__Task to complete__: Go to the line containing "function strokePath(path, color, width, dash)" in the records below and print it and every following line exactly, on through the line containing "function drawText(font, color, halo, rows, align", then stop.

------

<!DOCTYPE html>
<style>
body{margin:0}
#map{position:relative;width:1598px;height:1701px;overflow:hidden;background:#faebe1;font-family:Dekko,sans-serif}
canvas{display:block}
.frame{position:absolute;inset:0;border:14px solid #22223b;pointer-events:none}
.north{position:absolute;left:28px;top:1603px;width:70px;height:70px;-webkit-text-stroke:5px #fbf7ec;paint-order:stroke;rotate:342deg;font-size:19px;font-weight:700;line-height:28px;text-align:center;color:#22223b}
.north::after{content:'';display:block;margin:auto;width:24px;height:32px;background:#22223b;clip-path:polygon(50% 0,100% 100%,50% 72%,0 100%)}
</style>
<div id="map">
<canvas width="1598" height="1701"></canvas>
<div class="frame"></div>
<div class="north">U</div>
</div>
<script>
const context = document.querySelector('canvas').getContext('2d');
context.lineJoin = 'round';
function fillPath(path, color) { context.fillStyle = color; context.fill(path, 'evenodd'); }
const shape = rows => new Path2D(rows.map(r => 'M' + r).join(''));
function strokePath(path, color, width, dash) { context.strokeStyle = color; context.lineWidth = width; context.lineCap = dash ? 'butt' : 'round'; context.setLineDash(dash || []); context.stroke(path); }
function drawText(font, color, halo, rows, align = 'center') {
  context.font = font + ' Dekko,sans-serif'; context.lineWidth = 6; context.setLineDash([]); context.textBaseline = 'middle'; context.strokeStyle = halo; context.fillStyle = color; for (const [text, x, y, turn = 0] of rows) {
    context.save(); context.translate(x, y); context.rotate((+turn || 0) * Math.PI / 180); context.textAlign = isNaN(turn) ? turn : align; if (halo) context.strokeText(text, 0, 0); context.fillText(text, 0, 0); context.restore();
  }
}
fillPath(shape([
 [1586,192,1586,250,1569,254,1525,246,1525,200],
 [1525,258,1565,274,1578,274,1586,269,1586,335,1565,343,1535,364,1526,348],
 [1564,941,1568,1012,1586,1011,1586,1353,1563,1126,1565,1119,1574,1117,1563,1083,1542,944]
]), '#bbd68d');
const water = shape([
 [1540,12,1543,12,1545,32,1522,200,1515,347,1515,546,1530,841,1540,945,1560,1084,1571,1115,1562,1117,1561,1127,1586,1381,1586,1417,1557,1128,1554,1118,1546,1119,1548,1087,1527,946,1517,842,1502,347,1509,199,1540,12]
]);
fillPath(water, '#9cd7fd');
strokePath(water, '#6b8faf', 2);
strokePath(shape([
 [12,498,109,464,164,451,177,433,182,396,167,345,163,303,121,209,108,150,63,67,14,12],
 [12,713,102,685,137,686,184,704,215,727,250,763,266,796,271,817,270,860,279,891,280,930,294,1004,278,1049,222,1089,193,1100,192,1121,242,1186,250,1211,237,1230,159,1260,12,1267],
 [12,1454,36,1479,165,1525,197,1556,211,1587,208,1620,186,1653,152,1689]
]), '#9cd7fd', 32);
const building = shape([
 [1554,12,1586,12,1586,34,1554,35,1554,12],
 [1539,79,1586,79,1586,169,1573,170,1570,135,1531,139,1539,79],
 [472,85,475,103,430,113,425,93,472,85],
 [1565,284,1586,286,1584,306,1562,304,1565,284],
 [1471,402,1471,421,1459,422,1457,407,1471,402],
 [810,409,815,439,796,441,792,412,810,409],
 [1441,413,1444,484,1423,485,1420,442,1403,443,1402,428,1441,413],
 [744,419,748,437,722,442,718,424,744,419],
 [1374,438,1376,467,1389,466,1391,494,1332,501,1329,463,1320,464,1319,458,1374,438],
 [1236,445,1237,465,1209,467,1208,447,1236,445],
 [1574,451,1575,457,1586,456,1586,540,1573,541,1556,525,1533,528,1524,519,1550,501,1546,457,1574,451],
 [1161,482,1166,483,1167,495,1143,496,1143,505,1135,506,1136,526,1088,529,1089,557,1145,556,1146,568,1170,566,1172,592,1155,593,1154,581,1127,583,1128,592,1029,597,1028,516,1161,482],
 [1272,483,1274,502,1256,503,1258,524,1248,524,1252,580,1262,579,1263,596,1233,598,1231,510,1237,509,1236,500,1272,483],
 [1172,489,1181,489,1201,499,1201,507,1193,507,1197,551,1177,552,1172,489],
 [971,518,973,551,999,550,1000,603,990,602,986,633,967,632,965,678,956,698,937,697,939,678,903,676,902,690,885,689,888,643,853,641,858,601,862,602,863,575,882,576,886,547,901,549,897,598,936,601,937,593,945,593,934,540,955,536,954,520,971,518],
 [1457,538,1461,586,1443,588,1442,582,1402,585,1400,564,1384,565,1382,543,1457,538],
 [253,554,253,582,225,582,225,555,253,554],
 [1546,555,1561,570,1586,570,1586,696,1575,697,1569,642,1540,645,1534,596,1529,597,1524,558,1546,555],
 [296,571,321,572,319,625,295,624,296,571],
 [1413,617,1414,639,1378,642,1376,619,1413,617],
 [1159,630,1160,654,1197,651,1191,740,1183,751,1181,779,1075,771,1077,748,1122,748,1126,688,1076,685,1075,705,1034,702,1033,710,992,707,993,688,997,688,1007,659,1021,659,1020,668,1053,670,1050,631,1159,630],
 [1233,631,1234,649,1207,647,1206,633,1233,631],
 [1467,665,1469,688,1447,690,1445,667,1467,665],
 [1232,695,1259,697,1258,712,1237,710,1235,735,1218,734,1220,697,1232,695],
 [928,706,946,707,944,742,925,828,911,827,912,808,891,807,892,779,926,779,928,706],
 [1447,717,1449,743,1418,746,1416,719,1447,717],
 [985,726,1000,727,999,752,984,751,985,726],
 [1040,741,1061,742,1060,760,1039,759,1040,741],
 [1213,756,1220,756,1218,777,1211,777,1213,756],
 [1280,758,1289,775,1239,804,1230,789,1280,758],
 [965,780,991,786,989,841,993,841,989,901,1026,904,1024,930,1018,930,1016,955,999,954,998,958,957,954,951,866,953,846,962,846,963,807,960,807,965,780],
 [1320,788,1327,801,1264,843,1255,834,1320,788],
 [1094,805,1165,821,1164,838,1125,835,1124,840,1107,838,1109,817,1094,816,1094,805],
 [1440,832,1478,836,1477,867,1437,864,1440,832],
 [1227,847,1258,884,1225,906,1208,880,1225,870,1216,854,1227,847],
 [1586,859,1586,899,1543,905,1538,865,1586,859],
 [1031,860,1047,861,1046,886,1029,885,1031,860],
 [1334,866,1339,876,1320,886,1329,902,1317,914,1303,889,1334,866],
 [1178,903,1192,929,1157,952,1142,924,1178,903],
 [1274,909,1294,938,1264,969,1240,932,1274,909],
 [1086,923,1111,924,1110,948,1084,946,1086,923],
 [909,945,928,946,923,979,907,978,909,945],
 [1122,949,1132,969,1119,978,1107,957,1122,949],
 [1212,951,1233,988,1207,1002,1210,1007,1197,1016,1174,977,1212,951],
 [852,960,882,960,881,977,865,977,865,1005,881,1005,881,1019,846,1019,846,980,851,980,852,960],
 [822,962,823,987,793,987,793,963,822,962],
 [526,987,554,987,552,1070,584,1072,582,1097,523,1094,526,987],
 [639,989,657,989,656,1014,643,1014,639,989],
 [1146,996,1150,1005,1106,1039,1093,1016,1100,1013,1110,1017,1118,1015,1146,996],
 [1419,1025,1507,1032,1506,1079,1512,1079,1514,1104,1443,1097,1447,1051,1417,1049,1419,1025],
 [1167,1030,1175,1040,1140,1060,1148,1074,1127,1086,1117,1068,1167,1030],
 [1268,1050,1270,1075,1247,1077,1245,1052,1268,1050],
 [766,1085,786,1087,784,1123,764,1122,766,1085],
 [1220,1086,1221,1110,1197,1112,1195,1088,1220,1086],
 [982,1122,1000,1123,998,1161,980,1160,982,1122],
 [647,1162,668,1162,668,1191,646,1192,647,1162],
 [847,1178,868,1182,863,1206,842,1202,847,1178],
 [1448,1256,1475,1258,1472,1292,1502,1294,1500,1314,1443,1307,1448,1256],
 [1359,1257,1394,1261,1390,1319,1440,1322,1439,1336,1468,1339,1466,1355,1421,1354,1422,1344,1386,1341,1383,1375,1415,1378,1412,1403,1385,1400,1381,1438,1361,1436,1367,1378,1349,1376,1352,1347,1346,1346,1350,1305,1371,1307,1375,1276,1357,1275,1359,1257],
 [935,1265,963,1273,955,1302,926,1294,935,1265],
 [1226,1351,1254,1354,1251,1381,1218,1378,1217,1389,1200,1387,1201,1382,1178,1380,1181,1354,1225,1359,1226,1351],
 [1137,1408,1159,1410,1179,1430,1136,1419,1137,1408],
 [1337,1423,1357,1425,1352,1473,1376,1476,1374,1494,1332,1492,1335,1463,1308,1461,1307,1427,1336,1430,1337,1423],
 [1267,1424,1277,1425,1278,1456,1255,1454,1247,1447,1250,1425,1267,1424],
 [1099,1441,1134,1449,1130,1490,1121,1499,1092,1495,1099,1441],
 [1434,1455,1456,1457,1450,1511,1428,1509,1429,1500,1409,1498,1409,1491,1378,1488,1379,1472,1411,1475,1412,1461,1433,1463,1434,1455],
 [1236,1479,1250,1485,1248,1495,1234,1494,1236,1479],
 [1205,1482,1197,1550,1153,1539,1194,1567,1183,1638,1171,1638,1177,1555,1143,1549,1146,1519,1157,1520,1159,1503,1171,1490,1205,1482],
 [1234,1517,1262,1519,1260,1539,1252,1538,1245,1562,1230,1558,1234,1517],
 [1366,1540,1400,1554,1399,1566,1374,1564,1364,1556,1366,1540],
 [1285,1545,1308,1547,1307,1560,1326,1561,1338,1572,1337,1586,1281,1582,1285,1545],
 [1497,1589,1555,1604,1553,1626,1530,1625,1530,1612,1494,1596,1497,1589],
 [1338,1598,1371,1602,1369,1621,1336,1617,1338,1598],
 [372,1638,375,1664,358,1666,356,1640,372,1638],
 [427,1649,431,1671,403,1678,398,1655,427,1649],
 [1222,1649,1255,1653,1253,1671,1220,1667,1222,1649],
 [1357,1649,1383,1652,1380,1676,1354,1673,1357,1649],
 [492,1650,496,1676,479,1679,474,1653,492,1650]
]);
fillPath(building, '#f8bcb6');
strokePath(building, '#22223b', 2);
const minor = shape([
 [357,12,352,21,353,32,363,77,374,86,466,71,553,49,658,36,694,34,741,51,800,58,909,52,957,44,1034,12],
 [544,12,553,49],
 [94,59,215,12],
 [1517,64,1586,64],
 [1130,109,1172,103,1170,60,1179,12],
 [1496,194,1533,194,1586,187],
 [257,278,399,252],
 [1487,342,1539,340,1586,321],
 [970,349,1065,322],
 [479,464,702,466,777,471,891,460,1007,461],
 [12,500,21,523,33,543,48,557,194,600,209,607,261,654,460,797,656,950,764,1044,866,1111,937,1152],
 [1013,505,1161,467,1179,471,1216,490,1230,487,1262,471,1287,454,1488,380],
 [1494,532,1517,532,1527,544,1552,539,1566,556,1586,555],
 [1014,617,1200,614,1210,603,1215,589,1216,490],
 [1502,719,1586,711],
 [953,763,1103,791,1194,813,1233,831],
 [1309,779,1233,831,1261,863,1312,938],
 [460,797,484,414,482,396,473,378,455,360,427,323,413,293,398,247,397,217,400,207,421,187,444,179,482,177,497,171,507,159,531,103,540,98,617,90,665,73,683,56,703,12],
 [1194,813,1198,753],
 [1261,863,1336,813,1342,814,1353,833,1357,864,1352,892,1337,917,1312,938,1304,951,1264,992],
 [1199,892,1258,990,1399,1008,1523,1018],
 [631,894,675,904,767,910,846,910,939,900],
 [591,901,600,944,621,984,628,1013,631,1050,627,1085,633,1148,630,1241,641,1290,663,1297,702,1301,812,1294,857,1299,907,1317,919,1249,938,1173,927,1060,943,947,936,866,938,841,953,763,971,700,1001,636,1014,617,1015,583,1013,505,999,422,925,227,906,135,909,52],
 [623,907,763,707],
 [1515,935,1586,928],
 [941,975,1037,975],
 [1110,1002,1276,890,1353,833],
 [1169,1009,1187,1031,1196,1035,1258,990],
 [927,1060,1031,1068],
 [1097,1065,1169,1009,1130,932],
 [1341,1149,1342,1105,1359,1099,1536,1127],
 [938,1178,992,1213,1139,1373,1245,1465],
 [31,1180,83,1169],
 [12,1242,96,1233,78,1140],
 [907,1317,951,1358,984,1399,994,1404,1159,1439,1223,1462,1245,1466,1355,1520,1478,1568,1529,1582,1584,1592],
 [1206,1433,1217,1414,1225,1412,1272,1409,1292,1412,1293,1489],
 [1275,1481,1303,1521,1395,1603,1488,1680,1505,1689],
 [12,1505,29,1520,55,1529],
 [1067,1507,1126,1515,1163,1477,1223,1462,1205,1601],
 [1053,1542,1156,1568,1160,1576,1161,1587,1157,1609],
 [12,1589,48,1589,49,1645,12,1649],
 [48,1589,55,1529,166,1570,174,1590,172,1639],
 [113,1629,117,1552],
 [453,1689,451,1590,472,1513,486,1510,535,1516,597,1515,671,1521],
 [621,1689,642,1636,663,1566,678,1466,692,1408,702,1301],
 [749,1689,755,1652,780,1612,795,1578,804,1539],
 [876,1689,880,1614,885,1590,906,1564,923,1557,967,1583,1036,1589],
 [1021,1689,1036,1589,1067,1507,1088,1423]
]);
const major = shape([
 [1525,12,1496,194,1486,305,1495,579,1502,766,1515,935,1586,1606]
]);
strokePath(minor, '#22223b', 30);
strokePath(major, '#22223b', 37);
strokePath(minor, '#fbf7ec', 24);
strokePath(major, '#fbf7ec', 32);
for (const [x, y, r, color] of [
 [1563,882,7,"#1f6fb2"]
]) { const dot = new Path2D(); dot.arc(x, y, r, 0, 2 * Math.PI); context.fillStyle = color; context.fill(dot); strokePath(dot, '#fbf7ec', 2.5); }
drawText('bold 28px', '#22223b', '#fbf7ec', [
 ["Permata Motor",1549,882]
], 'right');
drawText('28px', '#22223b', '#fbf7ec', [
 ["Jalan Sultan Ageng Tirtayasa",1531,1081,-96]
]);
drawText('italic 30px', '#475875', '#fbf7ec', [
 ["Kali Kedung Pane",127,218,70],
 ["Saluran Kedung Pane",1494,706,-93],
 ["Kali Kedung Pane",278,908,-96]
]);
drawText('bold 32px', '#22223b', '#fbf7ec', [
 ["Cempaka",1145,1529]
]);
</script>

------

__Response to the task__:
function strokePath(path, color, width, dash) { context.strokeStyle = color; context.lineWidth = width; context.lineCap = dash ? 'butt' : 'round'; context.setLineDash(dash || []); context.stroke(path); }
function drawText(font, color, halo, rows, align = 'center') {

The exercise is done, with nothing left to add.